Friday, August 14, 2009

This one is for Danny

Sometimes you know things in your heart but having them said out loud, on display for all to see and hear, is much harder to accept than keeping them tucked away undisturbed. Danny's check up was Wednesday and the day started of as usual with me yelling "Get Up!" over and over until he snaps "alright, already". You'd think this was a school day in high school. Later he said he would have paid me $150 to leave him alone to sleep a few more hours. Ha! It would have cost him more than that.

His checkup was the same as always, still breathing and getting out when he can. Then we went on to meet with his surgeon, the one with the magic hands, the one who will be putting that unfathomable gift of life into his chest, Dr. Vega. I wanted to understand exactly how antibodies were measured, what Danny's levels were, and what that meant relative to finding "a heart" for him. (It has always felt rather weird to talk about "a heart" as we all do when it actually means someone else has died. But I am closer to imagining the feeling of death turning into life.) Dr. Vega explained and we sat and listened. Antibodies are your bodies defense against germs (so to speak). If Danny has an antibody and a donor has an antigen (the germ) then Danny's body will reject the heart. You get antibodies from infections you've had, blood transfusions, and if you are a woman, from pregnancies. Danny's antibodies are high. When a heart becomes available his antibodies and their antigens are compared. If they find matches, the transplant will not work. Danny does not match 90% of the donor pool in Georgia. And so we wait and wait some more. They may try to reduce his antibodies but that brings other risks. The question becomes, are we, is Danny, willing to take the risks to get a heart sooner to possibly loose it later? Will his heart last long enough to find a donor that is a good fit? There are many more questions floating around in my head that I dare not let out. Danny sat quietly listening, staring at the table top, asking a few questions. I sat, asking a lot of questions, holding tears in, wanting to be told "here's the answer". But that didn't happen.

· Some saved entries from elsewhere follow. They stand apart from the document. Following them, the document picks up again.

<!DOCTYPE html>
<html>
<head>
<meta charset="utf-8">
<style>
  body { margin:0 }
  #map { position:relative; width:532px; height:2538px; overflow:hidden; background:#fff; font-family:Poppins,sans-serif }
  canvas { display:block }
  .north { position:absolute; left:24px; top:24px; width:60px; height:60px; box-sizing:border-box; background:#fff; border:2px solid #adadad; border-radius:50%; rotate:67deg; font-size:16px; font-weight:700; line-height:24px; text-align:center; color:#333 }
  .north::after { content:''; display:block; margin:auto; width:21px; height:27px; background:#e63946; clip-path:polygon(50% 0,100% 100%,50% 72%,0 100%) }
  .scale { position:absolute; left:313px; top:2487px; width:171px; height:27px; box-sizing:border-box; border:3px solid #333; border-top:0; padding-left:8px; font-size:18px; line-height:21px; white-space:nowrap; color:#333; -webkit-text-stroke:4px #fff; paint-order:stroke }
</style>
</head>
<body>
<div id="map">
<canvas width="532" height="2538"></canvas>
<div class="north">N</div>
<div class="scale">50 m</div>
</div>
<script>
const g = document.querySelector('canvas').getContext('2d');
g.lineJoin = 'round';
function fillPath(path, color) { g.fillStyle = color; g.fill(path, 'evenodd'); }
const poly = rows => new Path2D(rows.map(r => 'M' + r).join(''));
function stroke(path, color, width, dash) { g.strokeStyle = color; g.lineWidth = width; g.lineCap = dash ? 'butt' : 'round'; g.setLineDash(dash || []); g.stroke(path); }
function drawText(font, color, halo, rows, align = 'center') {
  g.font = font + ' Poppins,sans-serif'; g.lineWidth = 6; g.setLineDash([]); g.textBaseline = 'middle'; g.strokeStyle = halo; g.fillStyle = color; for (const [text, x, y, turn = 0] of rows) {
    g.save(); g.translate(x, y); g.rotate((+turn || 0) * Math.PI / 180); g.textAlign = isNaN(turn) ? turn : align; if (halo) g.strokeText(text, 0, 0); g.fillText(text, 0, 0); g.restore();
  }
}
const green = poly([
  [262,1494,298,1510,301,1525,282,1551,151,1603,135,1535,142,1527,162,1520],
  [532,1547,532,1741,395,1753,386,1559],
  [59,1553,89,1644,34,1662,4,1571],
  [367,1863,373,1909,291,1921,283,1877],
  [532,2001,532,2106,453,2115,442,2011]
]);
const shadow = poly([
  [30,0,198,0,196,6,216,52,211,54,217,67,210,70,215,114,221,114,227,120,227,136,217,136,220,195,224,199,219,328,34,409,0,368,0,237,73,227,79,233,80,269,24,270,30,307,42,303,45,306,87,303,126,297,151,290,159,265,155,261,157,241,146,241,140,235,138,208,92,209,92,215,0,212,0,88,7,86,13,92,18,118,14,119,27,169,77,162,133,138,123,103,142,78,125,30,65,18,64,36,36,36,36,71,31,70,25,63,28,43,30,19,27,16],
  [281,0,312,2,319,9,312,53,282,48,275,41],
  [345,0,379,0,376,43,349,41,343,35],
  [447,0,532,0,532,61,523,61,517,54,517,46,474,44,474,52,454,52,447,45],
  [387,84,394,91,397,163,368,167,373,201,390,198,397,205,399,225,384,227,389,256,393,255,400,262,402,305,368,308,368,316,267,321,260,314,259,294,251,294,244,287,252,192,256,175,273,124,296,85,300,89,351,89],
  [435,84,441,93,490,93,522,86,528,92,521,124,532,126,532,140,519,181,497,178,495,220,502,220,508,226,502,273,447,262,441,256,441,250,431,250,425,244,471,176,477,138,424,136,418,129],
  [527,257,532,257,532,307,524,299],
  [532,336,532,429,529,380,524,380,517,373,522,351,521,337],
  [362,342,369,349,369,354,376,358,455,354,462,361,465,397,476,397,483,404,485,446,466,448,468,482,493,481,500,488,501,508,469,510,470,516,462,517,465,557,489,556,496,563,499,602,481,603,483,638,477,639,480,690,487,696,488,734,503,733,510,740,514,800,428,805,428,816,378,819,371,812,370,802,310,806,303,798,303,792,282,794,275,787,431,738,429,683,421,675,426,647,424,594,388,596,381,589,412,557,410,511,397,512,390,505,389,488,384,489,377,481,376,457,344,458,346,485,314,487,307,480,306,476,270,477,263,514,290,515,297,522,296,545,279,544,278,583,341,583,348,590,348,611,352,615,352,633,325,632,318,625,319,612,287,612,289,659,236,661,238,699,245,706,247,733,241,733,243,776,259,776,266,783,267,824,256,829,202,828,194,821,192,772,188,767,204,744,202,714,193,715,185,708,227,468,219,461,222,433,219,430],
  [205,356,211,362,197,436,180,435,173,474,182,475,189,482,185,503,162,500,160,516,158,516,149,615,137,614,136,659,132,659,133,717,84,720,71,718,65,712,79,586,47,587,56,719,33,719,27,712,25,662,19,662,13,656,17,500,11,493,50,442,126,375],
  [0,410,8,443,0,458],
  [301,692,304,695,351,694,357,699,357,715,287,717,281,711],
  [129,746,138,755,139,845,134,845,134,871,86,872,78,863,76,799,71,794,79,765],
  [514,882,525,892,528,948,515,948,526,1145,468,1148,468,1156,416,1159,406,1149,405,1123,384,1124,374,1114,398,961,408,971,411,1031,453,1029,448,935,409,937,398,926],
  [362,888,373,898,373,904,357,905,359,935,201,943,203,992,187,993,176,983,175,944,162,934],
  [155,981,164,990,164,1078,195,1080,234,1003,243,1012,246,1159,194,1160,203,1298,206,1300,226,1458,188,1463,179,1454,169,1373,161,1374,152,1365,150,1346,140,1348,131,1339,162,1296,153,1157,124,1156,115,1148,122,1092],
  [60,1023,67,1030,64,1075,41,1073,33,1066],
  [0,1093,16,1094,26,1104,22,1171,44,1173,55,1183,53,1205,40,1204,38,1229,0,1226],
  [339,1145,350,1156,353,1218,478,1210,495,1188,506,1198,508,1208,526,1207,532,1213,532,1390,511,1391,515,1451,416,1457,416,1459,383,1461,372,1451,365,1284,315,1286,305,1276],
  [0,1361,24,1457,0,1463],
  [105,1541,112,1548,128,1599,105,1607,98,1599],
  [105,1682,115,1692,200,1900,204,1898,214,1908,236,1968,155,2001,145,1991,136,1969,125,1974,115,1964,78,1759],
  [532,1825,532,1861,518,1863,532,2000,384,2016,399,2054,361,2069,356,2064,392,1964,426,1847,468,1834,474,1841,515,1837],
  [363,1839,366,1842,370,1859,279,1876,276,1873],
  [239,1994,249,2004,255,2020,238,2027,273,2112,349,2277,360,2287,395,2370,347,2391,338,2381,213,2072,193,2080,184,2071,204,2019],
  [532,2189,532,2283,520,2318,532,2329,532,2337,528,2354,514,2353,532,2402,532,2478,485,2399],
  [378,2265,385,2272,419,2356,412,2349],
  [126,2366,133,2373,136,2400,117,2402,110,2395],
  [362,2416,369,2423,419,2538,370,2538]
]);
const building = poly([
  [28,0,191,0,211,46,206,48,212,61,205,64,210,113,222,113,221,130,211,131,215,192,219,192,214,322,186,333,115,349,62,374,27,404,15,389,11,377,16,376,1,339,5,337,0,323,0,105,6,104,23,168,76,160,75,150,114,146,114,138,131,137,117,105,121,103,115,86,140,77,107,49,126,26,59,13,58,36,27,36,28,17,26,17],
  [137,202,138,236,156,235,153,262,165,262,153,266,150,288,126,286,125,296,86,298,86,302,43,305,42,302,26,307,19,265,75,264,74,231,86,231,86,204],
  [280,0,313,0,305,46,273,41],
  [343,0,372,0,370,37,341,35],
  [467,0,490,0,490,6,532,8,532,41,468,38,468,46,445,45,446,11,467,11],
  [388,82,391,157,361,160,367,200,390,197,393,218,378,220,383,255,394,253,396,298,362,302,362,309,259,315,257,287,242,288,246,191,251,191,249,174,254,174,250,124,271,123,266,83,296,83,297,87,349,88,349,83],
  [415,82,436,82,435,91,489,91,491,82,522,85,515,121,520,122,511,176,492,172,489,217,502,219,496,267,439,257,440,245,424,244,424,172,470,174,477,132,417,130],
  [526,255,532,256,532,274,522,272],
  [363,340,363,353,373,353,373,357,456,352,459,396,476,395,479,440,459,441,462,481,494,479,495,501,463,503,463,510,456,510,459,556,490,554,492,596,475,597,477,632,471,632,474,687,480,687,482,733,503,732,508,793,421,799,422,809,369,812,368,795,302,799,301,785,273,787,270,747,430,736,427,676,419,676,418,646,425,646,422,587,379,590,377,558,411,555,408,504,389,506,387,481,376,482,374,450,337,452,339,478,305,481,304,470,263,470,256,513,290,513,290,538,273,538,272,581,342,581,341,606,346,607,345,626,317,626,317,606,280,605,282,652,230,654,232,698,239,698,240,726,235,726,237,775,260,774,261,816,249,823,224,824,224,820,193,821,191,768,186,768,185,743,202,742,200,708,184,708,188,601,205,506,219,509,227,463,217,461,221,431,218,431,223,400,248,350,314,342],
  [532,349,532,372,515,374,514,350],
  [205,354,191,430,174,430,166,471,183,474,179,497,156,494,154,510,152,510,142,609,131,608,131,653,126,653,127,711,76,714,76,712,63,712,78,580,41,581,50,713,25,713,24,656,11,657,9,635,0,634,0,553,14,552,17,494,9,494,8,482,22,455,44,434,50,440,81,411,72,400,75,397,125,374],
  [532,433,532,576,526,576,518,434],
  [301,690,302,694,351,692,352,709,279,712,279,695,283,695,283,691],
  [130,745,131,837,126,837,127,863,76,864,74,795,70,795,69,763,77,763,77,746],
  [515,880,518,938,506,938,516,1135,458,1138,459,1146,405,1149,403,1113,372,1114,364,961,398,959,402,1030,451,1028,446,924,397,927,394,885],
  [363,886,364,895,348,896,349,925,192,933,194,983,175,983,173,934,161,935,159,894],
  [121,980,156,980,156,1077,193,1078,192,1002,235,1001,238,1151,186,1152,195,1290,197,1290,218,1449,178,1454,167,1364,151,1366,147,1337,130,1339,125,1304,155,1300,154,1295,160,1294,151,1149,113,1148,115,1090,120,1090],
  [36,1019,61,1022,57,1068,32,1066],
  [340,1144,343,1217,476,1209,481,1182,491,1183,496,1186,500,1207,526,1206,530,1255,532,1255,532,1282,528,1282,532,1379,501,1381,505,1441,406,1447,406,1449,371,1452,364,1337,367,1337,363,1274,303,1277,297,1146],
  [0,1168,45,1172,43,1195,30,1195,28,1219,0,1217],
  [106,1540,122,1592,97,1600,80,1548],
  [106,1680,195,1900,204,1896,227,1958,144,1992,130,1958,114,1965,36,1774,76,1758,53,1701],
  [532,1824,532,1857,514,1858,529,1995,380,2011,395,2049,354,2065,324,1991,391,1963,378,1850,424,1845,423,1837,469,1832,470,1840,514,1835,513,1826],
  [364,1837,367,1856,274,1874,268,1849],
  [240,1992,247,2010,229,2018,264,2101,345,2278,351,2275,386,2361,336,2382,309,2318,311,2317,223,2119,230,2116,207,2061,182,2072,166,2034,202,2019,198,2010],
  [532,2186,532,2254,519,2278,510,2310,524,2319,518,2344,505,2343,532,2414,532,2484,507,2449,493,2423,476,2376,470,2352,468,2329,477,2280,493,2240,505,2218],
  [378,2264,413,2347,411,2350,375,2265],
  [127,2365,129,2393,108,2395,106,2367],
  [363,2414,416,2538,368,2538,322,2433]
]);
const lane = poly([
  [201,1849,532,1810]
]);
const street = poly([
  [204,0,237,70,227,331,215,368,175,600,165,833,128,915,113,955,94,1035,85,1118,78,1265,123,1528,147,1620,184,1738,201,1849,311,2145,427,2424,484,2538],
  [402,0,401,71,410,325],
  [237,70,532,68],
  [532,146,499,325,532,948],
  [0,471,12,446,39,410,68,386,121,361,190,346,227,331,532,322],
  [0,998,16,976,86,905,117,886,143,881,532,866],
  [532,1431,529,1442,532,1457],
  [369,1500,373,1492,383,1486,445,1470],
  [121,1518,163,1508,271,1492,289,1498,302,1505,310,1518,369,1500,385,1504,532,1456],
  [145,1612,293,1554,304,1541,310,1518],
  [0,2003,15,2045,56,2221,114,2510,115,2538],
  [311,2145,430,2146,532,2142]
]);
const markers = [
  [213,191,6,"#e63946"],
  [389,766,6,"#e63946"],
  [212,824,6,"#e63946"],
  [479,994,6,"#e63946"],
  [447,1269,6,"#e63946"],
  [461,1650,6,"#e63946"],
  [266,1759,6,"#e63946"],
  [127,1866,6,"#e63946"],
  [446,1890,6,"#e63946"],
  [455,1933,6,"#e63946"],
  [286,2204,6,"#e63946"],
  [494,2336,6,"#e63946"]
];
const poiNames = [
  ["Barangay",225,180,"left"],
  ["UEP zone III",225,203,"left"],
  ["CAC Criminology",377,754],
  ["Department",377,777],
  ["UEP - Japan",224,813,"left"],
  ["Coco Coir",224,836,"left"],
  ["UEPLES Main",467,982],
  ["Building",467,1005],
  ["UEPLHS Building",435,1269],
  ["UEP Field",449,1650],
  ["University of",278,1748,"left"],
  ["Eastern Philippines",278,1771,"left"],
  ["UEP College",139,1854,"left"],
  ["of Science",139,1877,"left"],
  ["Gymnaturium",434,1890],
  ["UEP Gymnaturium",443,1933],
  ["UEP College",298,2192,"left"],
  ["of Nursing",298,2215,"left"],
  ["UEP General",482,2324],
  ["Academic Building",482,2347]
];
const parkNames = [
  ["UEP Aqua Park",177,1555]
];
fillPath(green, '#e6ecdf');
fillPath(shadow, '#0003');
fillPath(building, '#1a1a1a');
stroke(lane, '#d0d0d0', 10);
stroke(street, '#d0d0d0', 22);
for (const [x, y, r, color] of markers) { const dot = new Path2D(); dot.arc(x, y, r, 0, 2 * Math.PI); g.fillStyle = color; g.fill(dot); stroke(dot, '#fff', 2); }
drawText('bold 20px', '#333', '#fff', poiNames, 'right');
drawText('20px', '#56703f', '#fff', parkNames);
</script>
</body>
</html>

Next week we will find out what the consensus is from all the doctors that take care of Danny.

When some one is given another chance at life they may write the donor's family and try to thank them and let them know what that gift means to them. I wrote to Danny's donor family many times over the 12 years he has had his 2nd chance. They have never answered. I could never imagine the pain that came with the loss of, in their case, a child. I do know the donor was a boy Danny's age (14). All I could say was "thank you" and it seemed such an empty statement compared to the grief I knew they suffered. After that day many of my long standing religious beliefs faded away and most have yet to return. I quit trying to understand and just kept living with a massive amount of "I love You's" thrown in every single day.

Now I understand enough to know that giving that 2nd chance to Danny and others, was the last grasp at turning death into life. I am heartbroken (catch that?) to have to tell them Danny's 2nd chance is fading. I have waited 5 years to write that letter. I'm not sure if I can. But, I do understand....... now.

I Promise You

How do I survive to face another day

when the only thing I want is to retrofit my fear

And how do I endure the cataclysmic sight

that continues to invade this uncharted frontier

Oh, I hope that you can see what I’m tryin’ to say

Don’t give up on me, I will fight another day

I will fight another way, another time, I will fight another day

It seems I must subsist on the conflicts of the mind

while the ever present truth is just a blue illusion

I only can subsist by trading my heart in for a mask

the smile upon my face you see is just my own delusion

It’s just the same you see, no matter where I go

Don’t give up on me, I’m trying to fight this foe

I will fight this nemesis, insidious bane, I will fight this foe

The only challenge that I know or understand to be

is the one I hope to face when you’re right beside of me.

Right beside of me, holding tight, sitting right next to me.

Don’t give up on me, I’ve got a long, long way to go.